* **EXERCISE DATA**
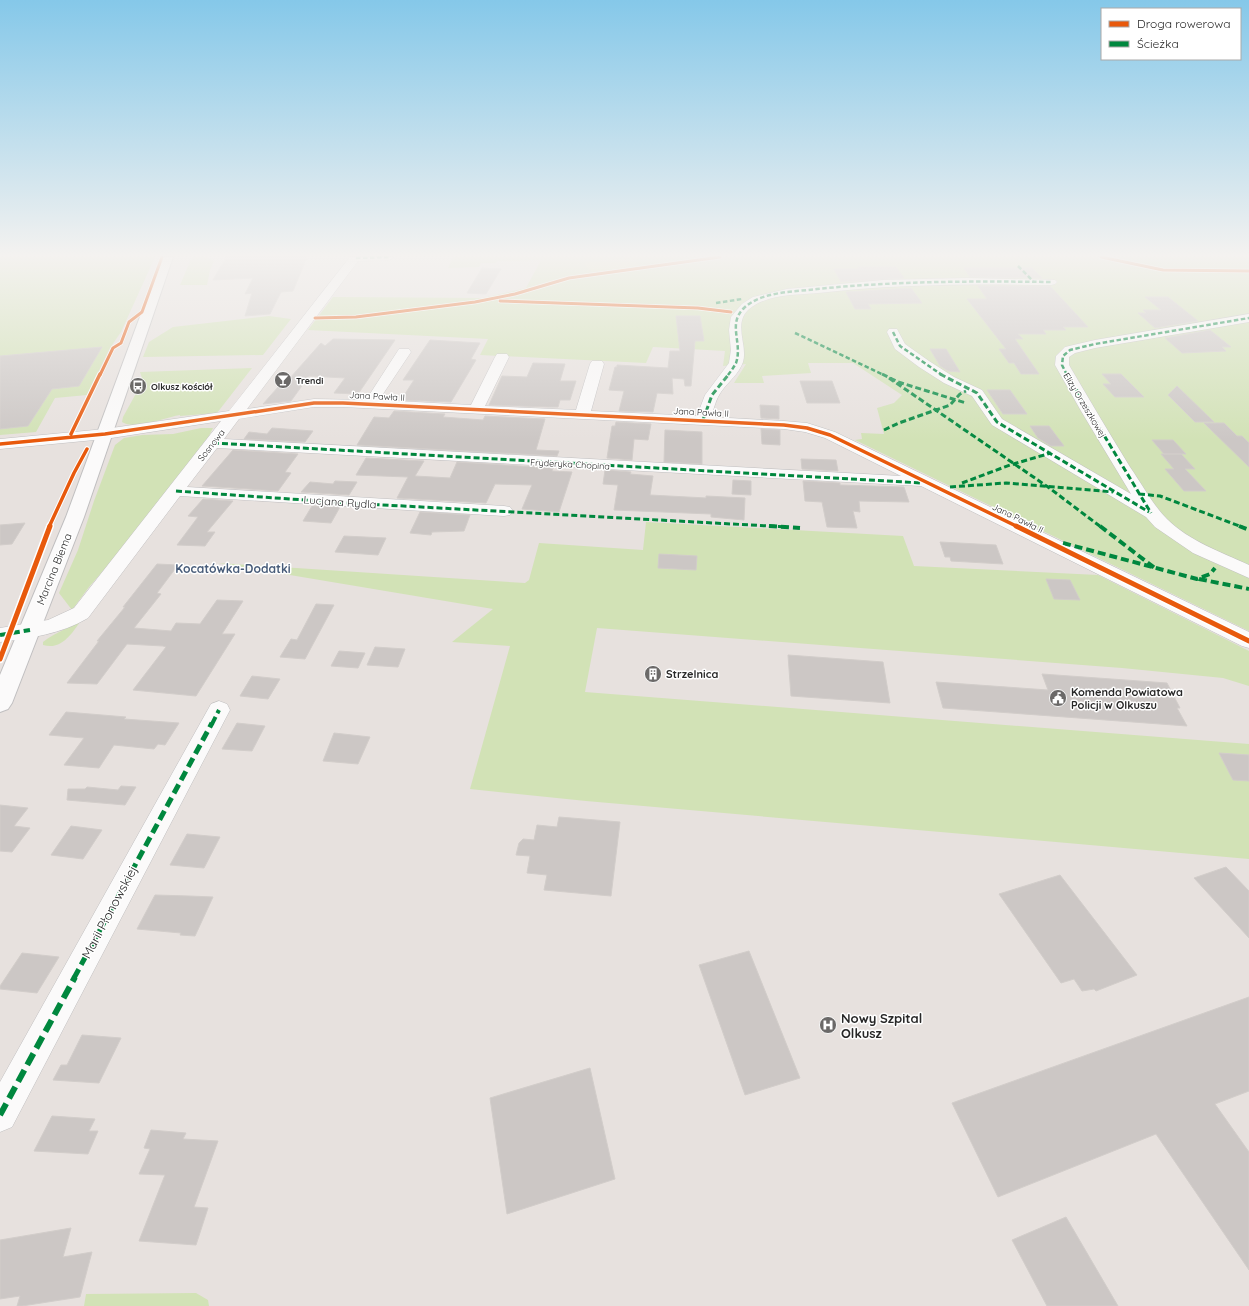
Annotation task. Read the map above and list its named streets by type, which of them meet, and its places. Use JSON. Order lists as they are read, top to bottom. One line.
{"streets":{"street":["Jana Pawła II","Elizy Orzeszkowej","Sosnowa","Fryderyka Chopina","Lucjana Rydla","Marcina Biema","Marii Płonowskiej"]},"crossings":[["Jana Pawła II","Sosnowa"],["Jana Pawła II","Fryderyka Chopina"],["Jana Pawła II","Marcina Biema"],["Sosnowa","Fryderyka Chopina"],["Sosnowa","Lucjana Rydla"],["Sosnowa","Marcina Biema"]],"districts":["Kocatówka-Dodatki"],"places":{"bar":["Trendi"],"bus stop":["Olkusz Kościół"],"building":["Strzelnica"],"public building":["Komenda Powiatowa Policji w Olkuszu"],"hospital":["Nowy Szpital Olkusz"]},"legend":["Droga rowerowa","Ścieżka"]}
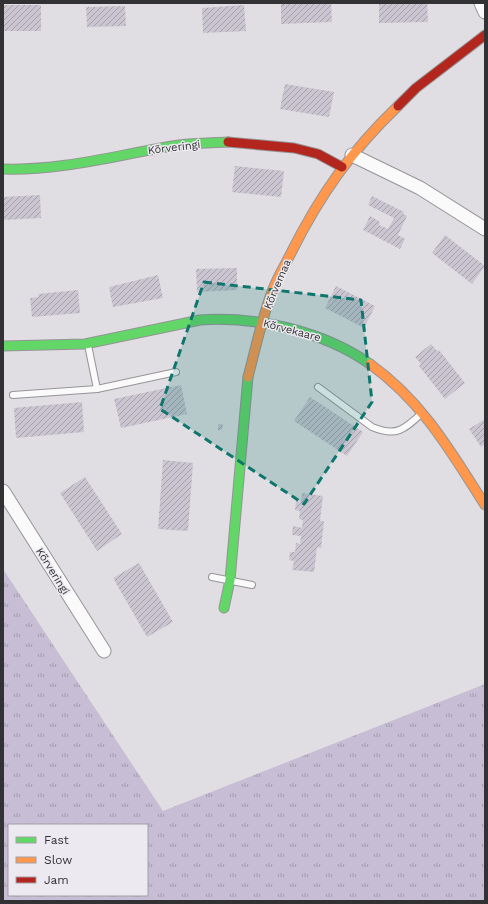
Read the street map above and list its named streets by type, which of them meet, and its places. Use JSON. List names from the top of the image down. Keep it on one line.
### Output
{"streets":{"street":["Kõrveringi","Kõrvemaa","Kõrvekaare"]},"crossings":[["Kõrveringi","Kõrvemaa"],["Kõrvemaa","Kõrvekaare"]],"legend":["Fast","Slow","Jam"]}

* **PROBLEM TO SOLVE**
Write out each record exactly as shown, but not its pictures.

* **SOLUTION TO THE PROBLEM**
Annotation task. Read the map above and list its named streets by type, which of them meet, and its places. Use JSON. Order lists as they are read, top to bottom. One line.
{"streets":{"street":["Jana Pawła II","Elizy Orzeszkowej","Sosnowa","Fryderyka Chopina","Lucjana Rydla","Marcina Biema","Marii Płonowskiej"]},"crossings":[["Jana Pawła II","Sosnowa"],["Jana Pawła II","Fryderyka Chopina"],["Jana Pawła II","Marcina Biema"],["Sosnowa","Fryderyka Chopina"],["Sosnowa","Lucjana Rydla"],["Sosnowa","Marcina Biema"]],"districts":["Kocatówka-Dodatki"],"places":{"bar":["Trendi"],"bus stop":["Olkusz Kościół"],"building":["Strzelnica"],"public building":["Komenda Powiatowa Policji w Olkuszu"],"hospital":["Nowy Szpital Olkusz"]},"legend":["Droga rowerowa","Ścieżka"]}
Read the street map above and list its named streets by type, which of them meet, and its places. Use JSON. List names from the top of the image down. Keep it on one line.
### Output
{"streets":{"street":["Kõrveringi","Kõrvemaa","Kõrvekaare"]},"crossings":[["Kõrveringi","Kõrvemaa"],["Kõrvemaa","Kõrvekaare"]],"legend":["Fast","Slow","Jam"]}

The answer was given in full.